=== Section Start ===

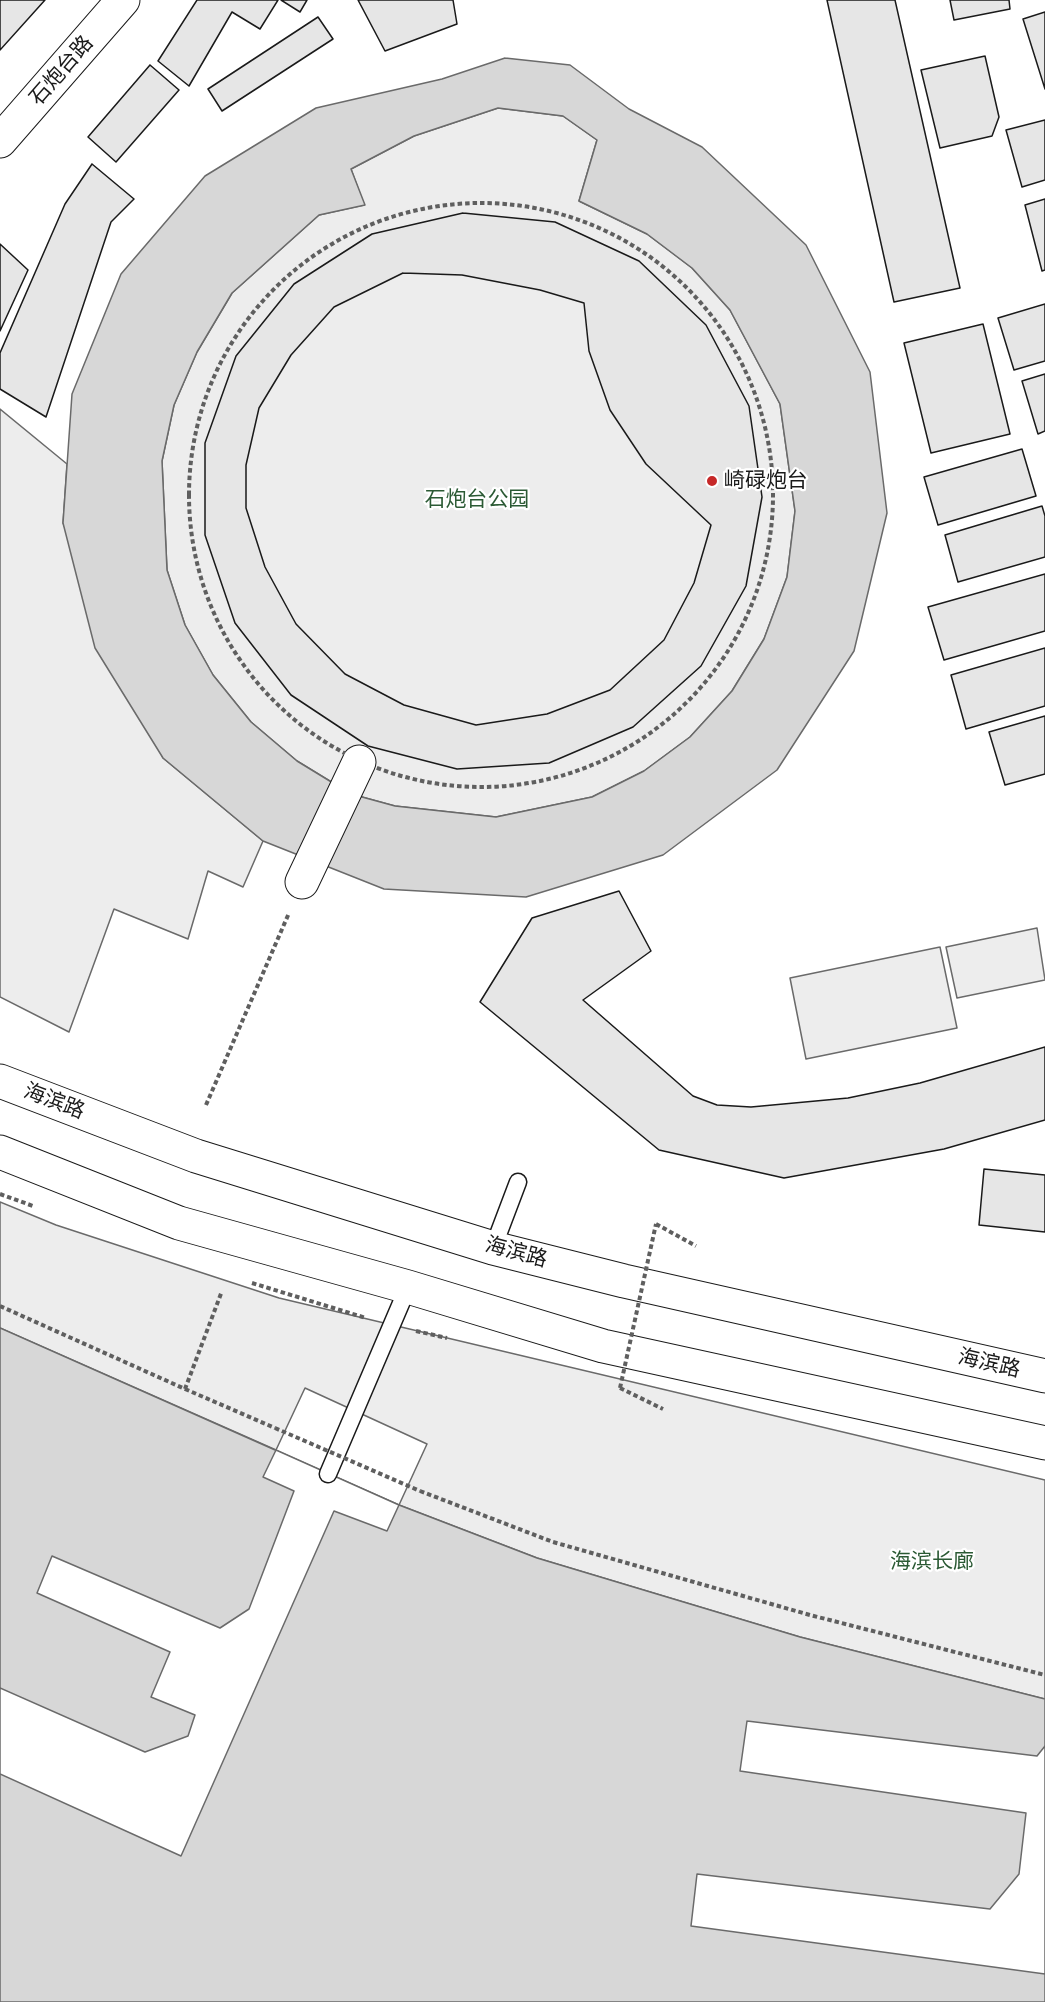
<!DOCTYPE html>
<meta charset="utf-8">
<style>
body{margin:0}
canvas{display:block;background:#fff}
</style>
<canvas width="1045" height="2002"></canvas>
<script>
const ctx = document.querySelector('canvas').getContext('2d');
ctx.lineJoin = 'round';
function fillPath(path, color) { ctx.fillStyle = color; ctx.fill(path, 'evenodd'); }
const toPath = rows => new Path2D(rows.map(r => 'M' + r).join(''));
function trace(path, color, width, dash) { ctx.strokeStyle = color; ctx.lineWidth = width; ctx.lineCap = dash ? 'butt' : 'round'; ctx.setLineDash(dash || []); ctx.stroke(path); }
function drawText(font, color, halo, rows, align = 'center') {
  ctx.font = font + ' "Space Grotesk","Noto Sans SC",sans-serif'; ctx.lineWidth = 4.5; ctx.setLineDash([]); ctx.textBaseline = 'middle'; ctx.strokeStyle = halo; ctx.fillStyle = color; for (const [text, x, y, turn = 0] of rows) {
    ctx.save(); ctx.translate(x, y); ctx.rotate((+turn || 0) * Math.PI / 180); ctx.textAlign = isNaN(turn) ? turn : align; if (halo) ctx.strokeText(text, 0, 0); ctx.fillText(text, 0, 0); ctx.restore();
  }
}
const built = toPath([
 [498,108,563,116,597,140,579,201,647,234,692,268,730,310,780,404,795,511,787,577,764,639,732,691,690,737,644,771,592,797,496,817,395,806,351,794,297,761,251,722,213,675,185,625,167,570,162,461,174,405,197,352,232,293,319,215,364,205,351,169,414,136,498,108],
 [0,409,67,464,63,523,163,758,263,841,243,887,208,871,188,939,114,909,69,1032,0,997,0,409],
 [1037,928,1045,980,957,998,946,947,1037,928],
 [940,947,957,1028,806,1059,790,978,940,947],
 [0,1202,56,1225,279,1298,1045,1480,1045,1699,800,1637,537,1558,399,1505,427,1444,305,1388,276,1450,0,1328,0,1202]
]);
const water = toPath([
 [505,58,570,65,629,109,702,147,806,245,870,372,887,513,854,651,777,770,663,855,526,897,384,889,263,841,163,758,95,648,63,523,72,394,121,274,205,176,316,108,442,79,505,58],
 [498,108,563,116,597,140,579,201,647,234,692,268,730,310,780,404,795,511,787,577,764,639,732,691,690,737,644,771,592,797,496,817,395,806,351,794,297,761,251,722,213,675,185,625,167,570,162,461,174,405,197,352,232,293,319,215,365,205,351,169,414,136,498,108],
 [0,1328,399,1505,537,1558,800,1637,1045,1699,1045,2002,0,2002,0,1328]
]);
const pier = toPath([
 [276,1450,399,1505,387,1531,334,1511,181,1856,0,1774,0,1688,145,1752,188,1736,195,1715,151,1697,170,1652,37,1593,52,1556,220,1628,249,1609,294,1491,263,1477,276,1450],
 [747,1721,1037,1756,1045,1746,1045,1974,691,1926,697,1874,990,1909,1019,1874,1026,1813,740,1771,747,1721]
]);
const building = toPath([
 [0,0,45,0,0,50,0,0],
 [197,0,278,0,260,29,232,12,189,86,158,61,197,0],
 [281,0,307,0,300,12,281,0],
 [358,0,453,0,457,24,385,51,358,0],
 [827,0,895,0,960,288,894,302,827,0],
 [950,0,1009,0,1010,9,954,20,950,0],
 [1045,12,1045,89,1023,19,1045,12],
 [318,17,333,39,222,111,208,89,318,17],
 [985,56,999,117,992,136,940,148,921,70,985,56],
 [150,65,179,90,116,162,88,137,150,65],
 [1045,120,1045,180,1022,187,1006,130,1045,120],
 [92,164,134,199,111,222,46,417,0,389,0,353,65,204,92,164],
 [1045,199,1045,270,1042,271,1025,205,1045,199],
 [463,213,555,222,639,261,706,325,749,406,762,497,746,586,701,666,633,727,549,763,457,769,368,746,291,695,235,623,205,535,205,443,236,356,294,284,372,234,463,213],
 [403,273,462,275,540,290,584,303,589,351,610,410,646,464,711,525,694,583,664,640,610,690,547,714,476,725,404,705,345,674,296,624,265,567,246,508,246,465,259,408,291,355,334,307,403,273],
 [0,244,28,270,0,331,0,244],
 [1045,304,1045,361,1014,370,998,318,1045,304],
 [983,324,1010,434,931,453,904,343,983,324],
 [1045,374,1045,431,1038,434,1022,381,1045,374],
 [1022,449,1036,496,938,525,924,477,1022,449],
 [1042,506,1045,516,1045,557,958,582,945,535,1042,506],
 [1045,574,1045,631,944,660,928,607,1045,574],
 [1045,648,1045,706,966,729,951,675,1045,648],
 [1045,716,1045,774,1005,785,989,732,1045,716],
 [619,891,651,951,583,1000,693,1096,717,1105,751,1107,848,1098,920,1083,1045,1047,1045,1120,944,1149,784,1178,659,1150,480,1002,532,918,619,891],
 [984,1169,1045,1175,1045,1232,979,1225,984,1169]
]);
const path = toPath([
 '189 495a292 292 0 1 1 584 0a292 292 0 1 1-584 0Z',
 [206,1105,289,913],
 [0,1194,33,1206],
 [656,1224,696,1246],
 [252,1283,366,1318],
 [0,1306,185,1389,222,1291],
 [416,1331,447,1338],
 [620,1388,663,1409],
 [185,1389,275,1428],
 [420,1491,553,1542,810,1615,1045,1675]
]);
const lane = toPath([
 [493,1248,518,1182],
 [328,1474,408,1287]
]);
const street = toPath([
 [0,141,123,0],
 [302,882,359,762]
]);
const secondary = toPath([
 [0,1081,196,1156,493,1248,624,1281,1045,1376],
 [0,1152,179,1223,408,1287,603,1346,1045,1443]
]);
const pathBridge = toPath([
 [620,1388,656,1224],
 [275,1428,420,1491]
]);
const markers = [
 [712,481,6,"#c62828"]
];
const streetNames = [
 ["石炮台路",62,71,-49],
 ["海滨路",54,1102,21],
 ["海滨路",516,1253,15],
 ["海滨路",989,1364,13]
];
const poiNames = [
 ["崎碌炮台",724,481]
];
const parkNames = [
 ["石炮台公园",477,500],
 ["海滨长廊",932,1562]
];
fillPath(built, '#ededed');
trace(built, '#6a6a6a', 1.5);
fillPath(water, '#d7d7d7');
trace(water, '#6a6a6a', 1.5);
fillPath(pier, '#fff');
trace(pier, '#6a6a6a', 1.5);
fillPath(building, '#e6e6e6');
trace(building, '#1a1a1a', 1.5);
trace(lane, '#1a1a1a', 19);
trace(street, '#1a1a1a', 35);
trace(secondary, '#1a1a1a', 35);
trace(path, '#5f5f5f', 4, [4.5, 3]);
trace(lane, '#fff', 16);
trace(street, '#fff', 33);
trace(secondary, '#fff', 33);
trace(pathBridge, '#5f5f5f', 4, [4.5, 3]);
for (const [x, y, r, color] of markers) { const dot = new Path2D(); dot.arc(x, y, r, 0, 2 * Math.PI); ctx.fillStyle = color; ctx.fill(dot); trace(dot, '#fff', 2); }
drawText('21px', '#1a1a1a', '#fff', streetNames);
drawText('21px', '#1a1a1a', '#fff', poiNames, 'left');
drawText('21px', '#2b5a34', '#fff', parkNames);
</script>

=== Section End ===

Assigned task ::
Each line that includes "font" counts once; state how many such lines the listing has, with no other words.

Solved exercise ::
2